[Stored data entries]
+++++

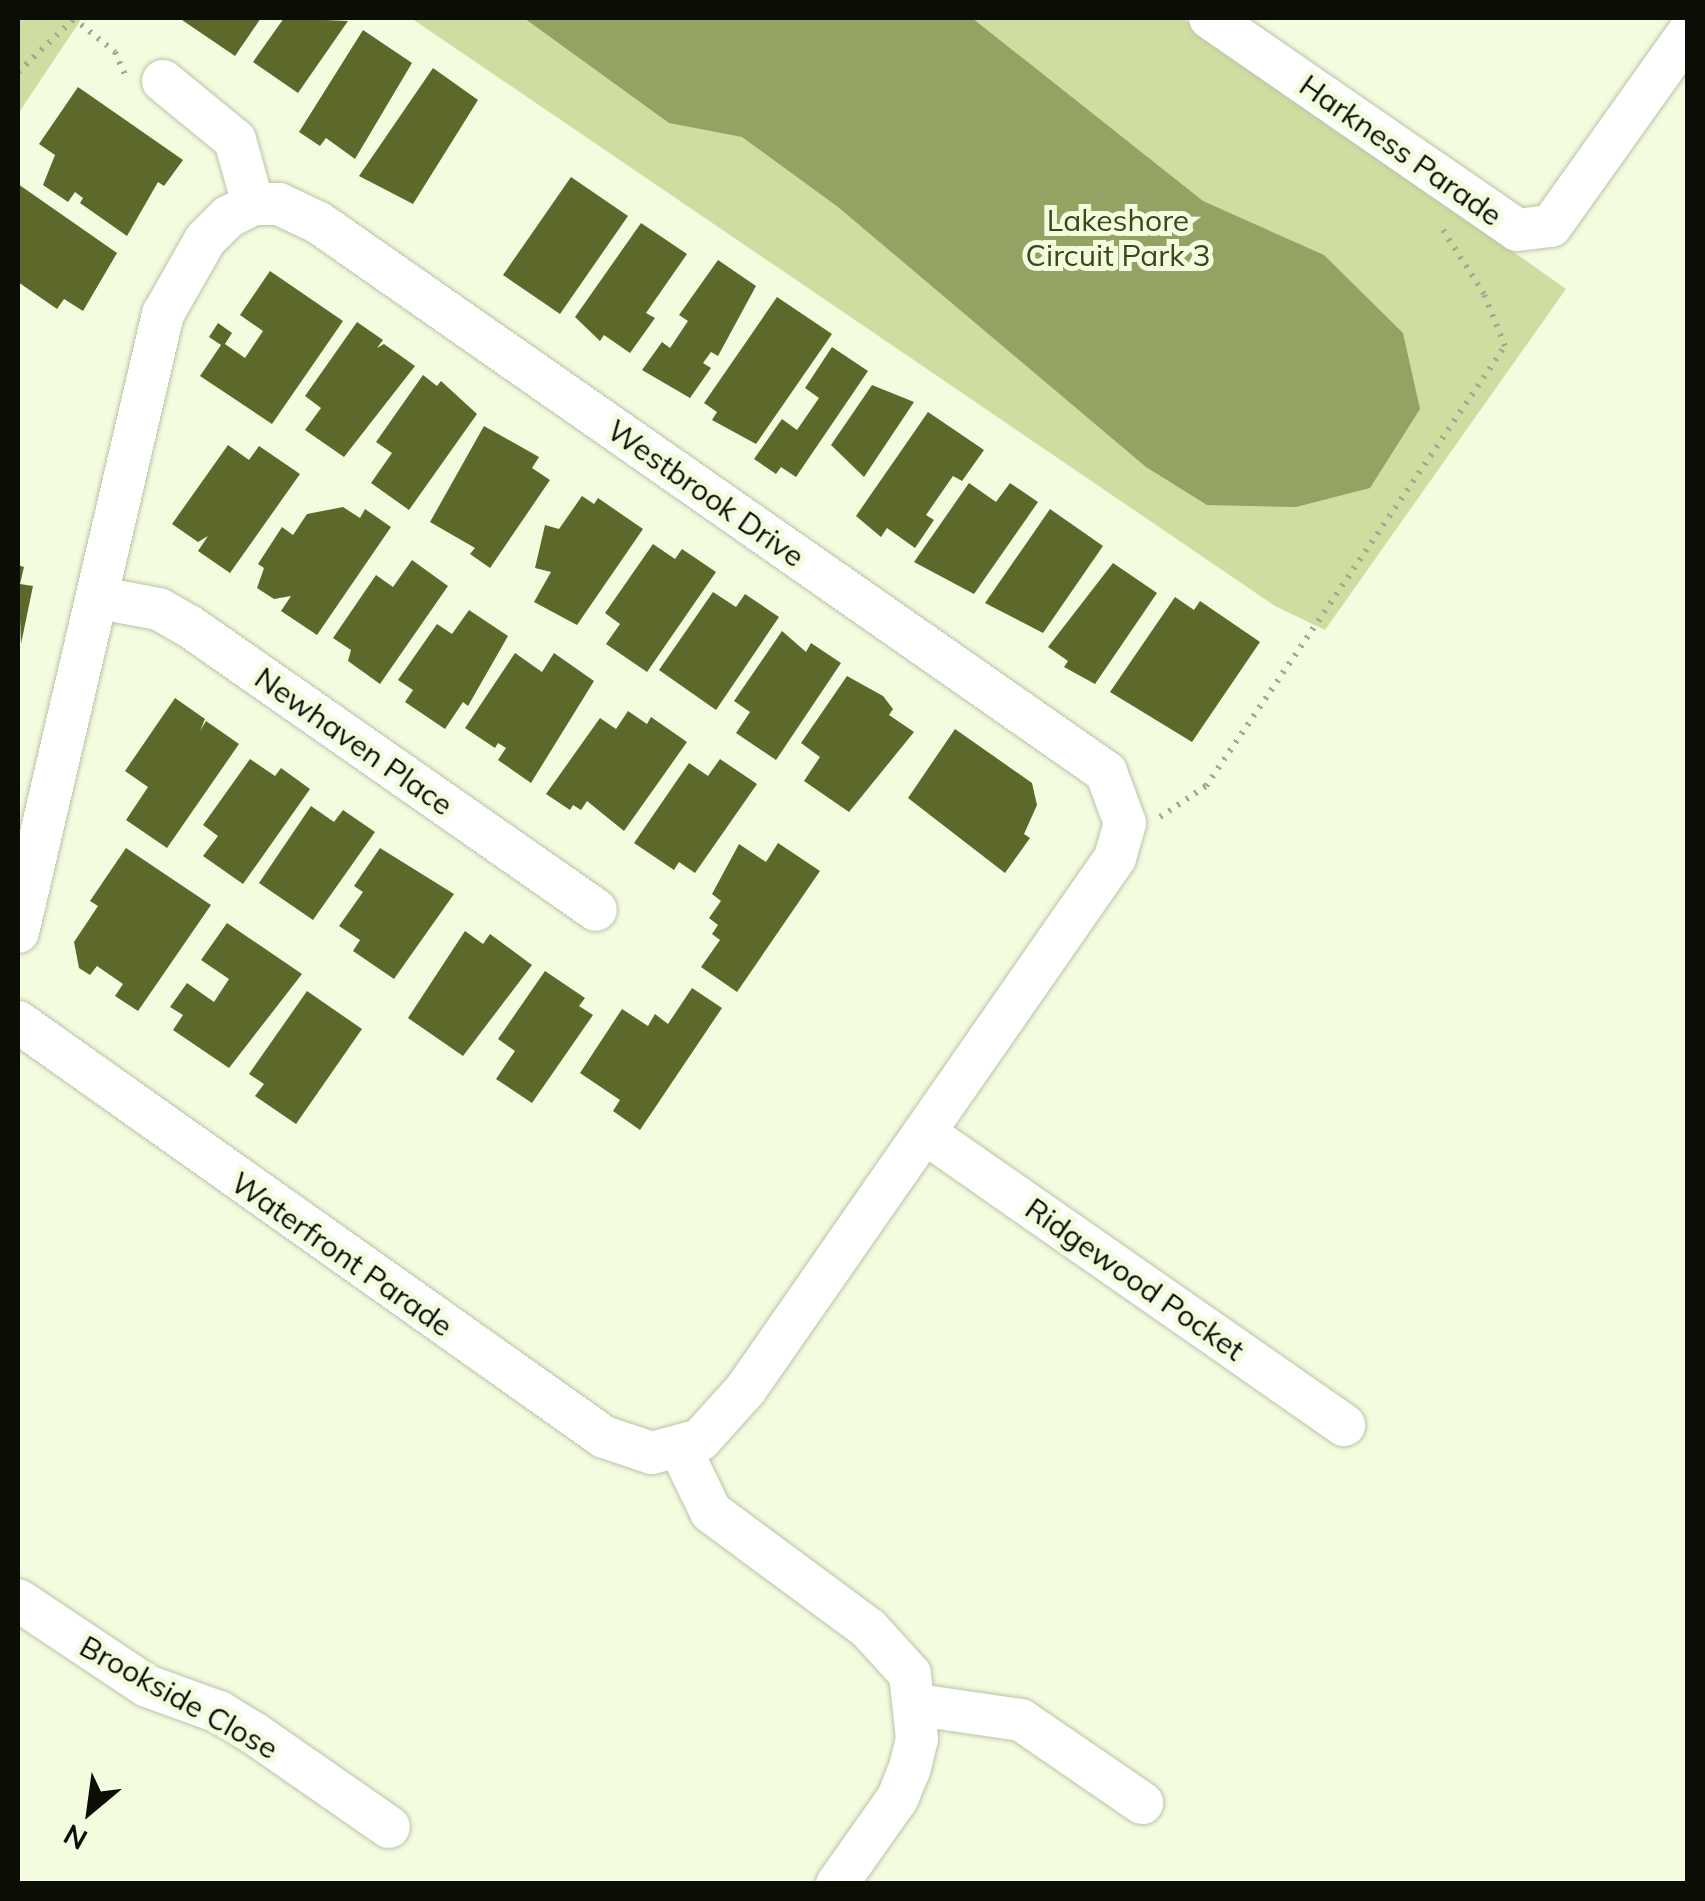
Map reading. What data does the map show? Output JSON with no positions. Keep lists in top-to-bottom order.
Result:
{
  "streets": {
    "street": [
      "Harkness Parade",
      "Westbrook Drive",
      "Newhaven Place",
      "Waterfront Parade",
      "Ridgewood Pocket",
      "Brookside Close"
    ]
  },
  "parks": ["Lakeshore Circuit Park 3"],
  "north": "bottom left"
}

+++++

* [Task instructions] Give every entry back unchanged, with no pictures.

* [Response area]
Map reading. What data does the map show? Output JSON with no positions. Keep lists in top-to-bottom order.
Result:
{
  "streets": {
    "street": [
      "Harkness Parade",
      "Westbrook Drive",
      "Newhaven Place",
      "Waterfront Parade",
      "Ridgewood Pocket",
      "Brookside Close"
    ]
  },
  "parks": ["Lakeshore Circuit Park 3"],
  "north": "bottom left"
}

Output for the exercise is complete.